> _What is expected_: Give back every entry exactly; drop the pictures.

Saved data entries:
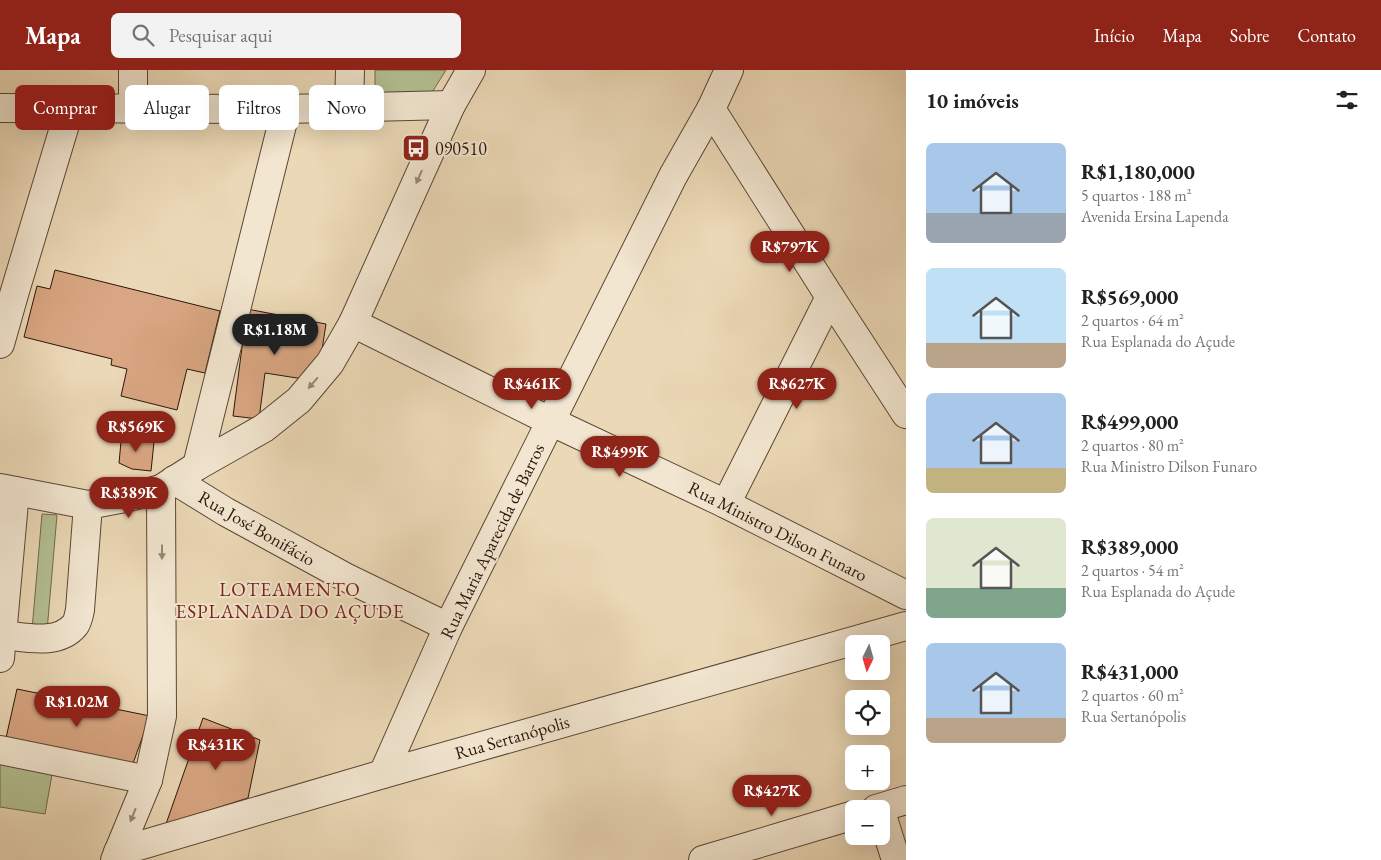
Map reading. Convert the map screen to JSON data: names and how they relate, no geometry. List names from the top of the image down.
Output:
{
  "streets": {
    "street": [
      "Rua José Bonifácio",
      "Rua Ministro Dilson Funaro",
      "Rua Maria Aparecida de Barros",
      "Rua Sertanópolis"
    ]
  },
  "crossings": [
    ["Rua José Bonifácio", "Rua Maria Aparecida de Barros"],
    ["Rua Ministro Dilson Funaro", "Rua Maria Aparecida de Barros"],
    ["Rua Maria Aparecida de Barros", "Rua Sertanópolis"]
  ],
  "districts": ["LOTEAMENTO ESPLANADA DO AÇUDE"],
  "places": {
    "bus stop": ["090510"]
  },
  "north": "bottom",
  "page": {
    "header": "Mapa",
    "search": "Pesquisar aqui",
    "nav": [
      "Início",
      "Mapa",
      "Sobre",
      "Contato"
    ],
    "heading": "10 imóveis",
    "chip": [
      "Comprar",
      "Alugar",
      "Filtros",
      "Novo"
    ],
    "list": [
      {
        "name": "R$1,180,000",
        "note": "5 quartos · 188 m² · Avenida Ersina Lapenda"
      },
      {
        "name": "R$569,000",
        "note": "2 quartos · 64 m² · Rua Esplanada do Açude"
      },
      {
        "name": "R$499,000",
        "note": "2 quartos · 80 m² · Rua Ministro Dilson Funaro"
      },
      {
        "name": "R$389,000",
        "note": "2 quartos · 54 m² · Rua Esplanada do Açude"
      },
      {
        "name": "R$431,000",
        "note": "2 quartos · 60 m² · Rua Sertanópolis"
      }
    ],
    "price": [
      "R$797K",
      "R$1.18M",
      "R$461K",
      "R$627K",
      "R$569K",
      "R$499K",
      "R$389K",
      "R$1.02M",
      "R$431K",
      "R$427K"
    ],
    "map_buttons": ["+", "−"]
  }
}
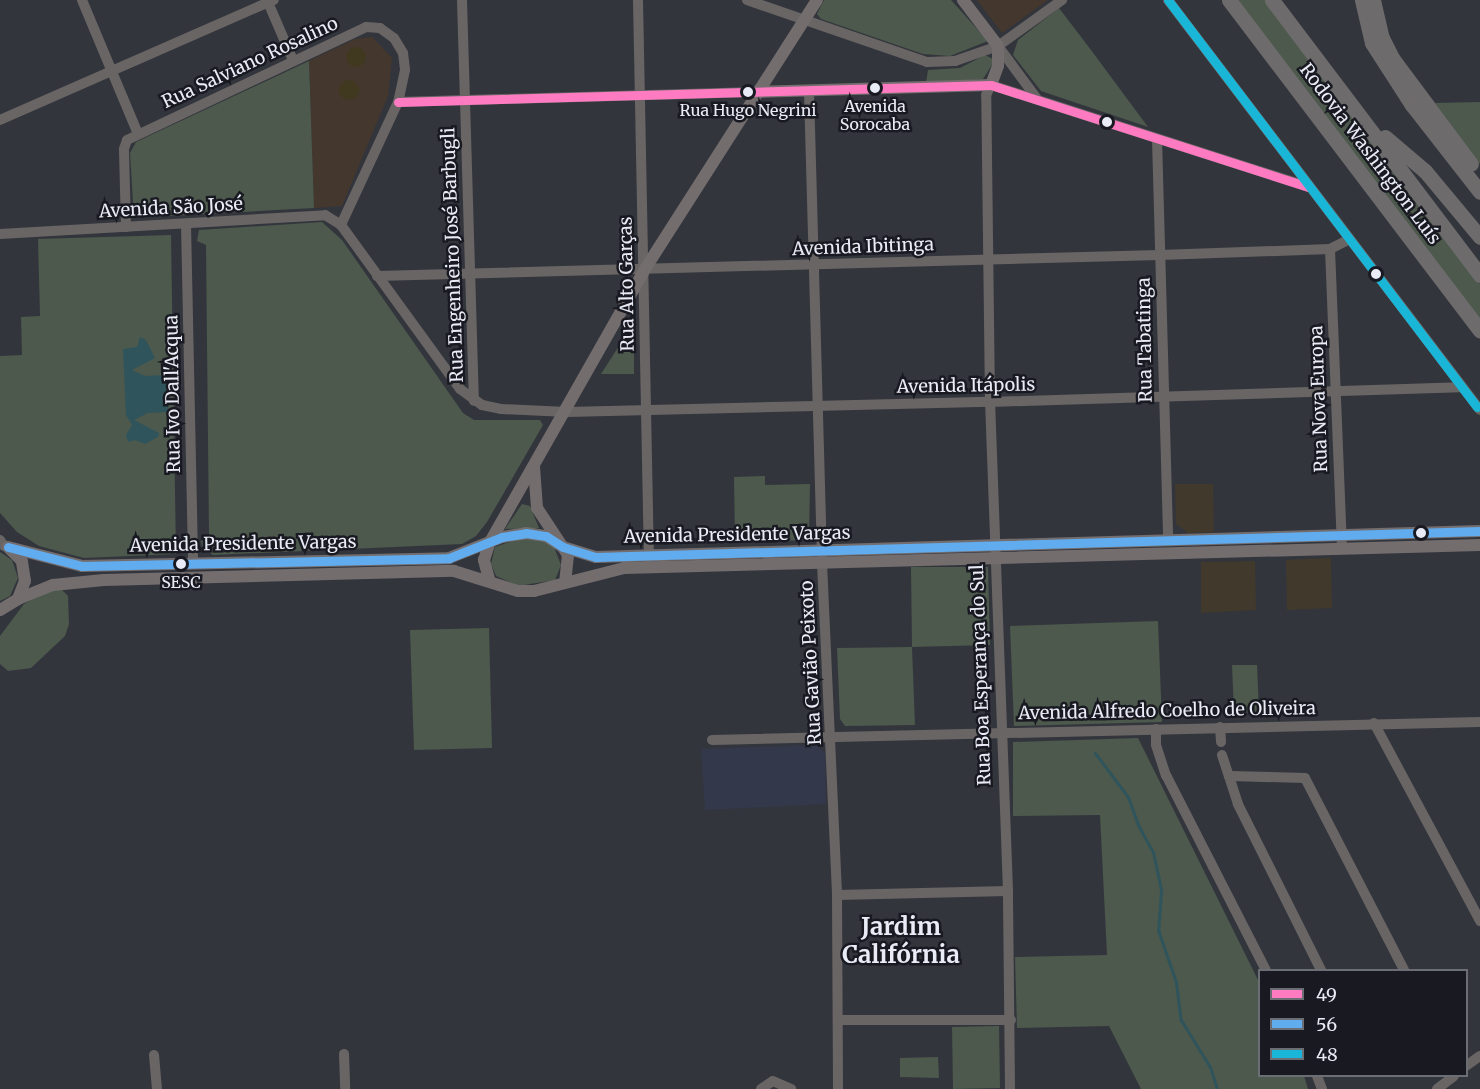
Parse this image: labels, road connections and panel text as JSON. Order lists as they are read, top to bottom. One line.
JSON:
{"streets":{"highway":["Rodovia Washington Luís"],"main road":["Avenida Presidente Vargas","Rua Boa Esperança do Sul"],"street":["Rua Salviano Rosalino","Avenida São José","Avenida Ibitinga","Rua Engenheiro José Barbugli","Rua Alto Garças","Rua Tabatinga","Avenida Itápolis","Rua Ivo Dall'Acqua","Rua Nova Europa","Rua Gavião Peixoto","Avenida Alfredo Coelho de Oliveira"]},"crossings":[["Rua Salviano Rosalino","Avenida São José"],["Avenida São José","Rua Ivo Dall'Acqua"],["Avenida Ibitinga","Rua Engenheiro José Barbugli"],["Avenida Ibitinga","Rua Alto Garças"],["Avenida Ibitinga","Rua Tabatinga"],["Avenida Ibitinga","Rua Nova Europa"],["Avenida Ibitinga","Rua Gavião Peixoto"],["Avenida Ibitinga","Rua Boa Esperança do Sul"],["Rua Engenheiro José Barbugli","Avenida Itápolis"],["Rua Alto Garças","Avenida Itápolis"],["Rua Alto Garças","Avenida Presidente Vargas"],["Rua Tabatinga","Avenida Itápolis"],["Rua Tabatinga","Avenida Presidente Vargas"],["Avenida Itápolis","Rua Nova Europa"],["Avenida Itápolis","Rua Gavião Peixoto"],["Avenida Itápolis","Rua Boa Esperança do Sul"],["Rua Ivo Dall'Acqua","Avenida Presidente Vargas"],["Rua Nova Europa","Avenida Presidente Vargas"],["Avenida Presidente Vargas","Rua Gavião Peixoto"],["Avenida Presidente Vargas","Rua Boa Esperança do Sul"],["Rua Gavião Peixoto","Avenida Alfredo Coelho de Oliveira"],["Rua Boa Esperança do Sul","Avenida Alfredo Coelho de Oliveira"]],"districts":["Jardim Califórnia"],"places":["Avenida Sorocaba","Rua Hugo Negrini","SESC"],"lines":["transit line 48","transit line 49","transit line 56"],"legend":["49","56","48"]}
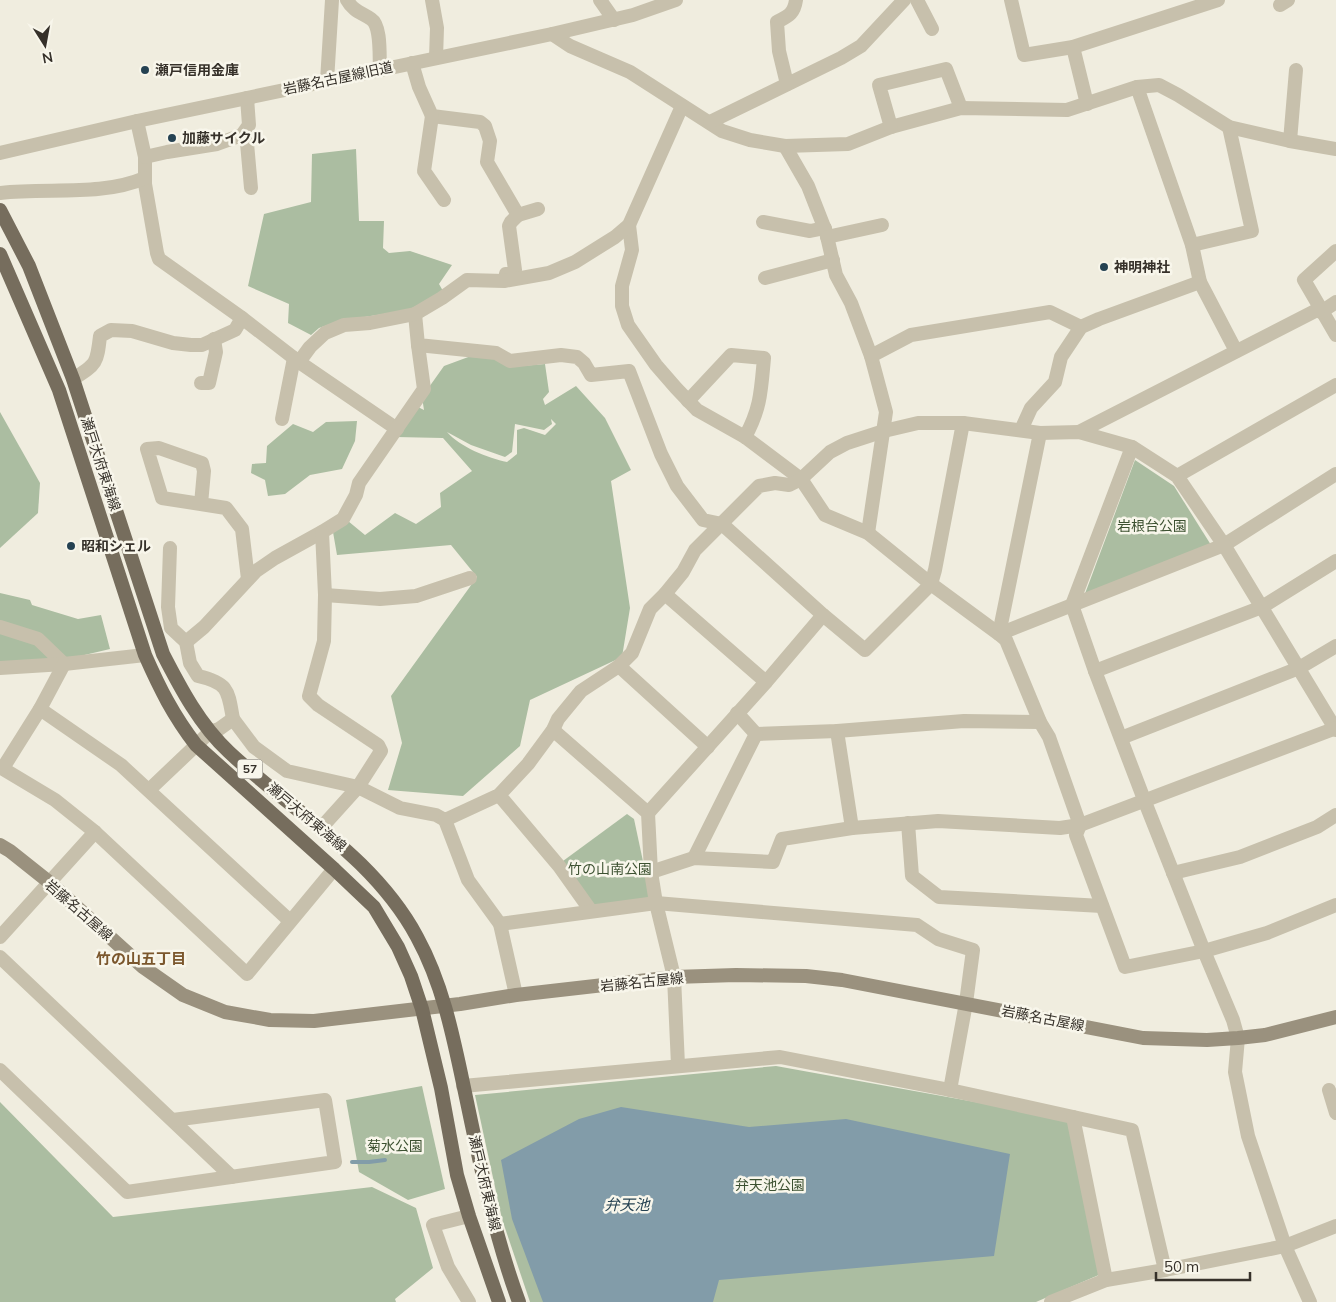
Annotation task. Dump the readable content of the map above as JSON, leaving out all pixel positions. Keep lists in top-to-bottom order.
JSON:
{
  "streets": {
    "main road": ["瀬戸大府東海線", "57", "岩藤名古屋線"],
    "street": ["岩藤名古屋線旧道"]
  },
  "crossings": [
    ["瀬戸大府東海線", "岩藤名古屋線"]
  ],
  "districts": ["竹の山五丁目"],
  "water": ["弁天池"],
  "parks": [
    "岩根台公園",
    "竹の山南公園",
    "菊水公園",
    "弁天池公園"
  ],
  "places": [
    "瀬戸信用金庫",
    "加藤サイクル",
    "神明神社",
    "昭和シェル"
  ],
  "scale_bar": "50 m",
  "north": "bottom"
}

> _Solution_:
Map reading. Convert the map screen to JSON data: names and how they relate, no geometry. List names from the top of the image down.
Output:
{
  "streets": {
    "street": [
      "Rua José Bonifácio",
      "Rua Ministro Dilson Funaro",
      "Rua Maria Aparecida de Barros",
      "Rua Sertanópolis"
    ]
  },
  "crossings": [
    ["Rua José Bonifácio", "Rua Maria Aparecida de Barros"],
    ["Rua Ministro Dilson Funaro", "Rua Maria Aparecida de Barros"],
    ["Rua Maria Aparecida de Barros", "Rua Sertanópolis"]
  ],
  "districts": ["LOTEAMENTO ESPLANADA DO AÇUDE"],
  "places": {
    "bus stop": ["090510"]
  },
  "north": "bottom",
  "page": {
    "header": "Mapa",
    "search": "Pesquisar aqui",
    "nav": [
      "Início",
      "Mapa",
      "Sobre",
      "Contato"
    ],
    "heading": "10 imóveis",
    "chip": [
      "Comprar",
      "Alugar",
      "Filtros",
      "Novo"
    ],
    "list": [
      {
        "name": "R$1,180,000",
        "note": "5 quartos · 188 m² · Avenida Ersina Lapenda"
      },
      {
        "name": "R$569,000",
        "note": "2 quartos · 64 m² · Rua Esplanada do Açude"
      },
      {
        "name": "R$499,000",
        "note": "2 quartos · 80 m² · Rua Ministro Dilson Funaro"
      },
      {
        "name": "R$389,000",
        "note": "2 quartos · 54 m² · Rua Esplanada do Açude"
      },
      {
        "name": "R$431,000",
        "note": "2 quartos · 60 m² · Rua Sertanópolis"
      }
    ],
    "price": [
      "R$797K",
      "R$1.18M",
      "R$461K",
      "R$627K",
      "R$569K",
      "R$499K",
      "R$389K",
      "R$1.02M",
      "R$431K",
      "R$427K"
    ],
    "map_buttons": ["+", "−"]
  }
}
Parse this image: labels, road connections and panel text as JSON. Order lists as they are read, top to bottom. One line.
JSON:
{"streets":{"highway":["Rodovia Washington Luís"],"main road":["Avenida Presidente Vargas","Rua Boa Esperança do Sul"],"street":["Rua Salviano Rosalino","Avenida São José","Avenida Ibitinga","Rua Engenheiro José Barbugli","Rua Alto Garças","Rua Tabatinga","Avenida Itápolis","Rua Ivo Dall'Acqua","Rua Nova Europa","Rua Gavião Peixoto","Avenida Alfredo Coelho de Oliveira"]},"crossings":[["Rua Salviano Rosalino","Avenida São José"],["Avenida São José","Rua Ivo Dall'Acqua"],["Avenida Ibitinga","Rua Engenheiro José Barbugli"],["Avenida Ibitinga","Rua Alto Garças"],["Avenida Ibitinga","Rua Tabatinga"],["Avenida Ibitinga","Rua Nova Europa"],["Avenida Ibitinga","Rua Gavião Peixoto"],["Avenida Ibitinga","Rua Boa Esperança do Sul"],["Rua Engenheiro José Barbugli","Avenida Itápolis"],["Rua Alto Garças","Avenida Itápolis"],["Rua Alto Garças","Avenida Presidente Vargas"],["Rua Tabatinga","Avenida Itápolis"],["Rua Tabatinga","Avenida Presidente Vargas"],["Avenida Itápolis","Rua Nova Europa"],["Avenida Itápolis","Rua Gavião Peixoto"],["Avenida Itápolis","Rua Boa Esperança do Sul"],["Rua Ivo Dall'Acqua","Avenida Presidente Vargas"],["Rua Nova Europa","Avenida Presidente Vargas"],["Avenida Presidente Vargas","Rua Gavião Peixoto"],["Avenida Presidente Vargas","Rua Boa Esperança do Sul"],["Rua Gavião Peixoto","Avenida Alfredo Coelho de Oliveira"],["Rua Boa Esperança do Sul","Avenida Alfredo Coelho de Oliveira"]],"districts":["Jardim Califórnia"],"places":["Avenida Sorocaba","Rua Hugo Negrini","SESC"],"lines":["transit line 48","transit line 49","transit line 56"],"legend":["49","56","48"]}
Annotation task. Dump the readable content of the map above as JSON, leaving out all pixel positions. Keep lists in top-to-bottom order.
JSON:
{
  "streets": {
    "main road": ["瀬戸大府東海線", "57", "岩藤名古屋線"],
    "street": ["岩藤名古屋線旧道"]
  },
  "crossings": [
    ["瀬戸大府東海線", "岩藤名古屋線"]
  ],
  "districts": ["竹の山五丁目"],
  "water": ["弁天池"],
  "parks": [
    "岩根台公園",
    "竹の山南公園",
    "菊水公園",
    "弁天池公園"
  ],
  "places": [
    "瀬戸信用金庫",
    "加藤サイクル",
    "神明神社",
    "昭和シェル"
  ],
  "scale_bar": "50 m",
  "north": "bottom"
}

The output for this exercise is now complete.